** DIRECTIONS FOR THIS TASK **
Read through the listing below and return only the lines containing "data".
--- RECORDS PROVIDED ---
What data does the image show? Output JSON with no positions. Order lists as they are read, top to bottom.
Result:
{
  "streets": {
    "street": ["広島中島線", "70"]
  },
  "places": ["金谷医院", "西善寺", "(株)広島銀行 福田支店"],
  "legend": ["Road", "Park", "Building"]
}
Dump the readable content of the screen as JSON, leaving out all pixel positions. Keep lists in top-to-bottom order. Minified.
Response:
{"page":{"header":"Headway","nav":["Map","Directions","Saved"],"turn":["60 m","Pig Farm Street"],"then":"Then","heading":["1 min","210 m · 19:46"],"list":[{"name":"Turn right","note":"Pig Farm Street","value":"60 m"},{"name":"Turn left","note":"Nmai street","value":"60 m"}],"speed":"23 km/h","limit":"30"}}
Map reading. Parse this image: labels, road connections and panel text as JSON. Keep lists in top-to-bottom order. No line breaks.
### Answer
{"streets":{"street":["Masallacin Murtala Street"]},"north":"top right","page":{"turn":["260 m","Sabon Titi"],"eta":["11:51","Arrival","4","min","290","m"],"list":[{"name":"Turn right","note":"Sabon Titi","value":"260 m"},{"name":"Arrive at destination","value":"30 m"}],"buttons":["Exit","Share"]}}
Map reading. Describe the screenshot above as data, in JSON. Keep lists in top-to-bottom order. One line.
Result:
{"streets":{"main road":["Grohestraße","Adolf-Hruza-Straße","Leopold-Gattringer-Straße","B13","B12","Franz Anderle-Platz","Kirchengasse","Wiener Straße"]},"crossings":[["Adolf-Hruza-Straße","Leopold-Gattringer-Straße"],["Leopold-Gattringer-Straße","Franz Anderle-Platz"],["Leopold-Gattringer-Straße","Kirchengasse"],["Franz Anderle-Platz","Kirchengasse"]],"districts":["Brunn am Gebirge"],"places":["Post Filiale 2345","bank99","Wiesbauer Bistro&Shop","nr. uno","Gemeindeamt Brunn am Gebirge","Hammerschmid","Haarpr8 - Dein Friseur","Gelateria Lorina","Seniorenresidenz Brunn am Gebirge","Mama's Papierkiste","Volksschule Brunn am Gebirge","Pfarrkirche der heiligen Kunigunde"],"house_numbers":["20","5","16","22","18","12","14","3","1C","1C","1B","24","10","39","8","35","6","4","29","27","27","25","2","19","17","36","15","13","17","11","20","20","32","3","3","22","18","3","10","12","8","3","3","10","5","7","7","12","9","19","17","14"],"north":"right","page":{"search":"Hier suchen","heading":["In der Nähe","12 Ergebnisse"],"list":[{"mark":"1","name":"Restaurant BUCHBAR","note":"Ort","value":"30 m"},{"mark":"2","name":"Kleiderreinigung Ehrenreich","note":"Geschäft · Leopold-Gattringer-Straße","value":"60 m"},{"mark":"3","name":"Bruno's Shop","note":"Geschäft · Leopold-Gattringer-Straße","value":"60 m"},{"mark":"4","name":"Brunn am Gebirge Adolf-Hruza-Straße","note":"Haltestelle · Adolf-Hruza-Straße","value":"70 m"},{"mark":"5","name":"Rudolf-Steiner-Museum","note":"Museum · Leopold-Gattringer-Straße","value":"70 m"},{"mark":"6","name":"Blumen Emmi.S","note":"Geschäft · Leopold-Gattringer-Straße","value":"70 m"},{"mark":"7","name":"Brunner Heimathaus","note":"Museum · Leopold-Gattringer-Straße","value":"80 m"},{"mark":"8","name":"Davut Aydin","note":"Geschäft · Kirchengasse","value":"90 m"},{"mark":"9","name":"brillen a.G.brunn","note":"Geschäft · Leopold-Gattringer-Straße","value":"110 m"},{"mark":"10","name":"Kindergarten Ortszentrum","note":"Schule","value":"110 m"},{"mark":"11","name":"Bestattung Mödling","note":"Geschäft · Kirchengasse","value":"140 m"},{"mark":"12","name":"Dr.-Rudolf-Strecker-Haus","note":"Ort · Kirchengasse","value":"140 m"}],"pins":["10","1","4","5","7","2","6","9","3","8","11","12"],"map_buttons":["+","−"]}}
---
** WRITTEN ANSWER **
What data does the image show? Output JSON with no positions. Order lists as they are read, top to bottom.
Map reading. Describe the screenshot above as data, in JSON. Keep lists in top-to-bottom order. One line.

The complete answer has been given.